Cheating husband
QUESTION: Masters, my husband has been cheating on me for the past several years, but I got to know about this only three years back. Since I have two kids, I did not leave my husband primarily because of my kids. This made my husband bold and shameless, saying that he would continue sleeping with women and have relationships with them and it is up to me to live with or leave him. I want to leave him but am scared of being a single mom and worried about my children. What if something happened to me—then who will look after them? Please guide me what should I do? ~Hansa, India
ANSWER: Choose to take control of your life. You are letting your husband and your fears hold you hostage. You are an extremely strong person but you don’t accept that. You would easily be able to manage without your cheating husband as a millstone around your neck. He doesn’t care for you, likes the idea of holding you hostage because of your fear of being able to survive without him, and will only get more brazen as time goes on.
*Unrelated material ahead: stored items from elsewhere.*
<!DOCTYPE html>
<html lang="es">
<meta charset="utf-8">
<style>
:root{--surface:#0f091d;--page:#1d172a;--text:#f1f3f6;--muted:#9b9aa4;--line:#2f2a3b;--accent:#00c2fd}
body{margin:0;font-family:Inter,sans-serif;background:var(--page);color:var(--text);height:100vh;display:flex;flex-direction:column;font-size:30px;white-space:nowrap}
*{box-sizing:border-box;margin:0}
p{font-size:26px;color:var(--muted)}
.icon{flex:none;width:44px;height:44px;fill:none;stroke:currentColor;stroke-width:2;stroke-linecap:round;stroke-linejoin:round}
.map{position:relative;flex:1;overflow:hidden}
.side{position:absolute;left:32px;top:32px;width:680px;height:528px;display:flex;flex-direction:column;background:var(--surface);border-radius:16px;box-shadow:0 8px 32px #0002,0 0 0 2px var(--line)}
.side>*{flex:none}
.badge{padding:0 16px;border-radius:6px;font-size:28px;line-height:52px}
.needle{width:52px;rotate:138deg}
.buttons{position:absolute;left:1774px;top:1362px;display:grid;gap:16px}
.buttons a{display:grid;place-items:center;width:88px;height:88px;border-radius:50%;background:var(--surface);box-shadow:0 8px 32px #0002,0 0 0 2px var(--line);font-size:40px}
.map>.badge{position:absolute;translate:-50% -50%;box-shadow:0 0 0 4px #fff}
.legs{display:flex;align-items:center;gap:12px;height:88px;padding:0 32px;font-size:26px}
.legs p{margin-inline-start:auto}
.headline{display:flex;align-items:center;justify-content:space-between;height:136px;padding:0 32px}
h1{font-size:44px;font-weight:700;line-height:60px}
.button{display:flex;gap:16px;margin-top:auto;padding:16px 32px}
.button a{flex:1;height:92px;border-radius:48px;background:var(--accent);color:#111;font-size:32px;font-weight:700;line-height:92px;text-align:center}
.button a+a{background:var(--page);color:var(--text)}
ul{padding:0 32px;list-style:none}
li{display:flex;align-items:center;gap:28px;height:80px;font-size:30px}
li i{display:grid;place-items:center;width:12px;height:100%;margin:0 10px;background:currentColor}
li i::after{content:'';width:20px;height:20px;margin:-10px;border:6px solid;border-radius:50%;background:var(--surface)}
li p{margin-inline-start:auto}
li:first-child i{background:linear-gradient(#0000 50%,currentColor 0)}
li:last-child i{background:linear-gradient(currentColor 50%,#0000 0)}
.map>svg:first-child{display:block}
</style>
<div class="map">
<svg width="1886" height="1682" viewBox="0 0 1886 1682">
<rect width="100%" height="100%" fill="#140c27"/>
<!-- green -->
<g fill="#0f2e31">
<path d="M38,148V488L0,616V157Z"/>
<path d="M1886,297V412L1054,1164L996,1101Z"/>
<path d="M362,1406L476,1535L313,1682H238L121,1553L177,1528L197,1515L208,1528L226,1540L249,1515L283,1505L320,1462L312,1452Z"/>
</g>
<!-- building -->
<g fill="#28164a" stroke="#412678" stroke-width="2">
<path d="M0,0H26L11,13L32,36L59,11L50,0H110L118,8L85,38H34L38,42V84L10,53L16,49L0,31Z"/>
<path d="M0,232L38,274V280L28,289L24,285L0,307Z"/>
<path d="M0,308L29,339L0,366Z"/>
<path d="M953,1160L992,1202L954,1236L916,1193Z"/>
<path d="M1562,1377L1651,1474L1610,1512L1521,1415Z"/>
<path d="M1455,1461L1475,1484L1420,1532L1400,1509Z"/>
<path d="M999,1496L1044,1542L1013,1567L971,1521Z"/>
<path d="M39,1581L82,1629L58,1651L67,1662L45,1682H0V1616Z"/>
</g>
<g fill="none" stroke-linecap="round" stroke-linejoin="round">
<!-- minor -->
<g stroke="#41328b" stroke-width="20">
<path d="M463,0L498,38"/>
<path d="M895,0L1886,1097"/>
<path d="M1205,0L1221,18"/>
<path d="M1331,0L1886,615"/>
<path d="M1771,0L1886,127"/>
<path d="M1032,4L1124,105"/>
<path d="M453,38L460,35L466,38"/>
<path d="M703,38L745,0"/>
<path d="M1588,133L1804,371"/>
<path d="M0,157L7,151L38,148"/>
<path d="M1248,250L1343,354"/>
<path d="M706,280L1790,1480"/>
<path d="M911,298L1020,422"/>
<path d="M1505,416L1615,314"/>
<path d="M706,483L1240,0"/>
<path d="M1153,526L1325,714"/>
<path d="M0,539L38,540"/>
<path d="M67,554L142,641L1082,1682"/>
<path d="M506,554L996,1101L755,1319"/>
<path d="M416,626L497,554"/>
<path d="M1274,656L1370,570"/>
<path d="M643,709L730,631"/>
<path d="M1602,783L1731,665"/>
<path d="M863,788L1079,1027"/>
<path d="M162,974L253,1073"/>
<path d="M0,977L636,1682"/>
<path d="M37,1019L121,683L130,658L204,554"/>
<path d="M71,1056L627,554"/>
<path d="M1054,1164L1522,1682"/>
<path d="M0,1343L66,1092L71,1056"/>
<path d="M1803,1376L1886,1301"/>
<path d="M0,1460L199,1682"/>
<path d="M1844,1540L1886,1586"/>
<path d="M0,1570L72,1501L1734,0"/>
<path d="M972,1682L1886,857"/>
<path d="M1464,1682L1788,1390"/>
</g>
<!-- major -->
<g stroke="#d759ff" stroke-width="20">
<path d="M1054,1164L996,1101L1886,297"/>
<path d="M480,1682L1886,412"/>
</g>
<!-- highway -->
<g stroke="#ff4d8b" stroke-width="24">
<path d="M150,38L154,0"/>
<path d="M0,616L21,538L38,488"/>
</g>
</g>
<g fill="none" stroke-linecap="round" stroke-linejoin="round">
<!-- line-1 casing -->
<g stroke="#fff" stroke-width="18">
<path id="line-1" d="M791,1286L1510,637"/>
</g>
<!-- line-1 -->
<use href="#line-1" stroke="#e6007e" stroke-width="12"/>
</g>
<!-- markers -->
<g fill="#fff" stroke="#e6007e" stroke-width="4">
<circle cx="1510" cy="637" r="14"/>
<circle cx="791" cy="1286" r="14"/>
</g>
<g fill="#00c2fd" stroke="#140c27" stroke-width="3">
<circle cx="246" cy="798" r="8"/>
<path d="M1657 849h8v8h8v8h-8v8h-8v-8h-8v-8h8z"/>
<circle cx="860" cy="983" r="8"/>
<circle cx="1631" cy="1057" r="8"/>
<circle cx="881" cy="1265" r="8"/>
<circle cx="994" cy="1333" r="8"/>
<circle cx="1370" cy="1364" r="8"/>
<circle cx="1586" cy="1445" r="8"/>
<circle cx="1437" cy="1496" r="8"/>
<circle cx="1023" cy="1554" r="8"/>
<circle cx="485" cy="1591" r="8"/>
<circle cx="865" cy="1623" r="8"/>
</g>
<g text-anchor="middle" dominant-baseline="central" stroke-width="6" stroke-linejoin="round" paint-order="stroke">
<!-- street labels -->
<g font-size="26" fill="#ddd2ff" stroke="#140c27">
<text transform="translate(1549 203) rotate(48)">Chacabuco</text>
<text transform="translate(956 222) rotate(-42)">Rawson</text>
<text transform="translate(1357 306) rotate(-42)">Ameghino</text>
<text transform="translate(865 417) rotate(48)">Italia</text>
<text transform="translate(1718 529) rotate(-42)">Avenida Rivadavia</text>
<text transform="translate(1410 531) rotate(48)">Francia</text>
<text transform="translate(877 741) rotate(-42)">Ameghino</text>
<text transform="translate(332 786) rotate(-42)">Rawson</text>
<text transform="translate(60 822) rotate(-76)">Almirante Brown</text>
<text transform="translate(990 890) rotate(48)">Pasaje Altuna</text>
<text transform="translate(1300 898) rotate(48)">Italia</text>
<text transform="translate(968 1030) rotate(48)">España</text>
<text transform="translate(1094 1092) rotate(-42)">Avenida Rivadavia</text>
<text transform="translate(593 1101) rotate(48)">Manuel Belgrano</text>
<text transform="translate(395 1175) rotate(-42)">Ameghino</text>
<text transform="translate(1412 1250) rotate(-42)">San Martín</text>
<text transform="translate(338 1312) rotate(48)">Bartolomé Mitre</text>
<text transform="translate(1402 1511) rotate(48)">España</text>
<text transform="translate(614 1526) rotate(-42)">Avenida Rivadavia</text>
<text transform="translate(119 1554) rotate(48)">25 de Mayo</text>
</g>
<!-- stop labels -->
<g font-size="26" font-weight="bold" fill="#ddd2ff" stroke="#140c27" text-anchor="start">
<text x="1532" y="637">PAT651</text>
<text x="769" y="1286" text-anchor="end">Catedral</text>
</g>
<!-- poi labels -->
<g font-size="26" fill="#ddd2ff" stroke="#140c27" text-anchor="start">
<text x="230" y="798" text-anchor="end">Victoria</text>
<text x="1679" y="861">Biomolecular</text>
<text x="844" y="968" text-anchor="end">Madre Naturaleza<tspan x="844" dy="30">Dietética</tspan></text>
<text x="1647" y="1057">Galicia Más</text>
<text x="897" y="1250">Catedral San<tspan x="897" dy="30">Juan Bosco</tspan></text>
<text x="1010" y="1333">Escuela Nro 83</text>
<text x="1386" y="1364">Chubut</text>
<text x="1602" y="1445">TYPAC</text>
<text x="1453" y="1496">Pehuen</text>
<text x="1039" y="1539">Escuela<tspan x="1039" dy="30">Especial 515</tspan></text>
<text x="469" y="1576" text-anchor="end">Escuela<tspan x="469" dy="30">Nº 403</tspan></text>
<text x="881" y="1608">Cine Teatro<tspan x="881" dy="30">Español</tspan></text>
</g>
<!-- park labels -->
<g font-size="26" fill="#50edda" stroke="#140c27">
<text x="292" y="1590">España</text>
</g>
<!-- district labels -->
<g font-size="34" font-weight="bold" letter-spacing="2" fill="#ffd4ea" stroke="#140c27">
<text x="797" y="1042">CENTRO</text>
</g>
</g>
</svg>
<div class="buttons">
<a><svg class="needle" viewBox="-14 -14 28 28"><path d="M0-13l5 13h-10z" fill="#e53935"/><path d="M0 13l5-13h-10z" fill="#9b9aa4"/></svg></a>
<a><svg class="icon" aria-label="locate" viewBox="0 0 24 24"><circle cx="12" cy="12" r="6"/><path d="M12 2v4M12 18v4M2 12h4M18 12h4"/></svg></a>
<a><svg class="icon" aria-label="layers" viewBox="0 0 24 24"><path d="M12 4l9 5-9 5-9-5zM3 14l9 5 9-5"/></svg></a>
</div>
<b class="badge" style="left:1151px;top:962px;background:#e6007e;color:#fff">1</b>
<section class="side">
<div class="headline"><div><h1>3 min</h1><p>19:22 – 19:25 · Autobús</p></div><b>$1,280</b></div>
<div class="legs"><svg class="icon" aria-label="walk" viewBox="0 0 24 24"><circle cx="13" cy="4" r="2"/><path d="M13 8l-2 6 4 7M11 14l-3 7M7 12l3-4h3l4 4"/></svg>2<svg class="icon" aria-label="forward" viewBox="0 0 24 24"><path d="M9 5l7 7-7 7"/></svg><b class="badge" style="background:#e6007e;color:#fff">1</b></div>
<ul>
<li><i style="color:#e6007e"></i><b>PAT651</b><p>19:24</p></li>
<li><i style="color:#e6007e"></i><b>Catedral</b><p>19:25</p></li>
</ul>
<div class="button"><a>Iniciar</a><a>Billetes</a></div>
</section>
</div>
Why do you even have the thought that something might happen to you? That is just another excuse you are putting in the way of leaving him. Nothing is going to happen to you just because you are on your own. You will find a support system of family and friends who will be there for you and the children.
Nothing is right or wrong in the journey of the soul. If you choose to remain in your situation, you must learn from the emotional abuse to which you are being subjected. You do not deserve to be treated as you are, but the abuse will continue until you say no more and walk out. The choice is yours.